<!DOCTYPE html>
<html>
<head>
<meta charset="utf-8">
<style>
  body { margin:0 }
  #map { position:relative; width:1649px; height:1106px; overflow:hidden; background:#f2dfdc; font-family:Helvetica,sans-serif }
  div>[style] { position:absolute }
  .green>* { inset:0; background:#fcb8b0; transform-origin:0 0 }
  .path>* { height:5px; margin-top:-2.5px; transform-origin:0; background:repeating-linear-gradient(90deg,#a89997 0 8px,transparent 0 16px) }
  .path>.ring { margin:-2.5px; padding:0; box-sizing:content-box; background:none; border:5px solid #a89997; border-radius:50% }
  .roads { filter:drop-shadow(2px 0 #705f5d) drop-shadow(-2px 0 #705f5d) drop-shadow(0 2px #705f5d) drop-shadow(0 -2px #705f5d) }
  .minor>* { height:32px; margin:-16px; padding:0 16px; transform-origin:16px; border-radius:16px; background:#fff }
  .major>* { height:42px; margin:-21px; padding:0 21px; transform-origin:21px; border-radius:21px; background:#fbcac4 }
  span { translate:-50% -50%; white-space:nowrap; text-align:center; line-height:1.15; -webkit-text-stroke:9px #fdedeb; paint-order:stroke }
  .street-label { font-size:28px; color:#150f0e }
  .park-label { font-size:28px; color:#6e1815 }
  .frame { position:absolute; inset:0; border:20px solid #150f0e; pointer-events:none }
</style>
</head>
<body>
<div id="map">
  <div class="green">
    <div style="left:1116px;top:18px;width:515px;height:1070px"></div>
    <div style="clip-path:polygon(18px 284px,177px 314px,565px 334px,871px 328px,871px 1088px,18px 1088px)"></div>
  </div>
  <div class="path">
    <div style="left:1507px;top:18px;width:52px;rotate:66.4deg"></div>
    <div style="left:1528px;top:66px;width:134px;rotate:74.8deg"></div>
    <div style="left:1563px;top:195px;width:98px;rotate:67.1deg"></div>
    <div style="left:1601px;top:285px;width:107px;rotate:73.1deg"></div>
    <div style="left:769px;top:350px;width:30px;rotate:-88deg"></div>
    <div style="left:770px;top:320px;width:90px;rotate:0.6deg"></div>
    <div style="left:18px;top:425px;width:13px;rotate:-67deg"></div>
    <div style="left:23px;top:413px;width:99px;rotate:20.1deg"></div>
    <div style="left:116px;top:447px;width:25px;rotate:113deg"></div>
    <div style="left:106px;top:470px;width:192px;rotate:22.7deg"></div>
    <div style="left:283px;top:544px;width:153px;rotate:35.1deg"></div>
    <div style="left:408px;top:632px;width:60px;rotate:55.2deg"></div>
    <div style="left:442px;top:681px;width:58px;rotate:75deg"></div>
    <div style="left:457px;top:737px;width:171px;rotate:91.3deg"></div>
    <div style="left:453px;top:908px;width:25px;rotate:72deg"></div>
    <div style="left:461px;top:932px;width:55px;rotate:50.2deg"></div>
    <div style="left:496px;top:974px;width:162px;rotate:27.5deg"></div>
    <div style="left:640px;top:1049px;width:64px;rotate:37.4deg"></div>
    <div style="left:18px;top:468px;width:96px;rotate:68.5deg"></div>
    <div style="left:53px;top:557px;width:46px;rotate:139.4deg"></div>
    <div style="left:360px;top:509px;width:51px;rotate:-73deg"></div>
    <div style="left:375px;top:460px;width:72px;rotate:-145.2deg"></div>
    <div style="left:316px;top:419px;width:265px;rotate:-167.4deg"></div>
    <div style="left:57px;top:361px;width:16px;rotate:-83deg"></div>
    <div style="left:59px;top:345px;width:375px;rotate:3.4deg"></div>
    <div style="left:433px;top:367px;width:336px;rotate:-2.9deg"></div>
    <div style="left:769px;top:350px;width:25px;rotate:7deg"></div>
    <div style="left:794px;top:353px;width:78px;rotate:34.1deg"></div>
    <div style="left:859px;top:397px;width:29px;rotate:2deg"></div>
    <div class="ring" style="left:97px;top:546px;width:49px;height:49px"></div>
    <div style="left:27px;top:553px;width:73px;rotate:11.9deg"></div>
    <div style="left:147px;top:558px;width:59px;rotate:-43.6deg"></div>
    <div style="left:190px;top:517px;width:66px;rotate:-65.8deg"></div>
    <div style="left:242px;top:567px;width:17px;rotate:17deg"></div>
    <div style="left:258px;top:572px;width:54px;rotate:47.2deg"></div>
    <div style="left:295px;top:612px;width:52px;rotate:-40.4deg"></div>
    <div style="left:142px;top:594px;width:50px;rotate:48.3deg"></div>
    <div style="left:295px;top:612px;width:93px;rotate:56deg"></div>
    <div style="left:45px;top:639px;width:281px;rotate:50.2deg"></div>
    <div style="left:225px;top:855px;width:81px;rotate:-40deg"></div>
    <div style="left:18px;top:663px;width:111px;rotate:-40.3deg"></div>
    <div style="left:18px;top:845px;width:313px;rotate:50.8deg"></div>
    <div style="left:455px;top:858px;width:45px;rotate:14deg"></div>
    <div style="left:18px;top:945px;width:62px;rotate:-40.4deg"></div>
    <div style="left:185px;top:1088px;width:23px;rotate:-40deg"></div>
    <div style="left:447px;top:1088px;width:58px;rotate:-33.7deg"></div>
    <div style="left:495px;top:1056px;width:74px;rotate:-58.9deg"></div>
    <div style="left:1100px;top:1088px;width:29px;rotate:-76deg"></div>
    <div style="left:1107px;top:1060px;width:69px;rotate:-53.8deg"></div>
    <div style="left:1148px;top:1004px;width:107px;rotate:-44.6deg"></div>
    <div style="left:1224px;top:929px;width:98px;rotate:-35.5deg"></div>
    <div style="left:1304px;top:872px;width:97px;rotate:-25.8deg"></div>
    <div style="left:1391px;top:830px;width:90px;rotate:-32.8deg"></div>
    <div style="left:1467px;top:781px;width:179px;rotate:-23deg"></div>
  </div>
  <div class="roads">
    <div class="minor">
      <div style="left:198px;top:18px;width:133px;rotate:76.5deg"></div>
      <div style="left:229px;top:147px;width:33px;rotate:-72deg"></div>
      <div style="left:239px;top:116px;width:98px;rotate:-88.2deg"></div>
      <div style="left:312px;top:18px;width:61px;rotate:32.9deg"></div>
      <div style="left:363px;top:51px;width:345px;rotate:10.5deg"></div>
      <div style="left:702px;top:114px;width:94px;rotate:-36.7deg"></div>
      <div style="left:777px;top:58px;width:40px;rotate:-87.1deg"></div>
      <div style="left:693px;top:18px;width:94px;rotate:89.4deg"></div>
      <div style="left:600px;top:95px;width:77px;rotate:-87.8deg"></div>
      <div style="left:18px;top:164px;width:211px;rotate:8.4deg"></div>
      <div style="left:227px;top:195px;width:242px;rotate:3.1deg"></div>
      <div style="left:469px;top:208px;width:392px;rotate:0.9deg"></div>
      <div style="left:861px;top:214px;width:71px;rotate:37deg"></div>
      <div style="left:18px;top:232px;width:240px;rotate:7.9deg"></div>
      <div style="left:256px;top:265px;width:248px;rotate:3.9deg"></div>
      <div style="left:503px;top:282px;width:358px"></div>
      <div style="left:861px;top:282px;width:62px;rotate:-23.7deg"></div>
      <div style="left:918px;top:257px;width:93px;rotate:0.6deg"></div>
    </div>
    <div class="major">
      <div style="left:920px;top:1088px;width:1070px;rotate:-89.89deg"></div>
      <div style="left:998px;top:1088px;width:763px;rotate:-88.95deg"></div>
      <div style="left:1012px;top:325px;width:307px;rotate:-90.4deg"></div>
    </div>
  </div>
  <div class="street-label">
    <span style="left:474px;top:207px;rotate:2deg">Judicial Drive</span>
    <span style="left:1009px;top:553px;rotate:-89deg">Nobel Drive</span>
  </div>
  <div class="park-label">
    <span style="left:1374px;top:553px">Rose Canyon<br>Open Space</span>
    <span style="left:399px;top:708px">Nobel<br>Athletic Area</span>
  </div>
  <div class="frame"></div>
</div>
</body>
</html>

++++++++++++++++++++

**WHAT THIS TASK INVOLVES**
From the top of the material above, please transcribe each line exactly. Include the line with "position:relative; width:1649px; height:1106px;" and end there.

**TASK RESPONSE**
<!DOCTYPE html>
<html>
<head>
<meta charset="utf-8">
<style>
  body { margin:0 }
  #map { position:relative; width:1649px; height:1106px; overflow:hidden; background:#f2dfdc; font-family:Helvetica,sans-serif }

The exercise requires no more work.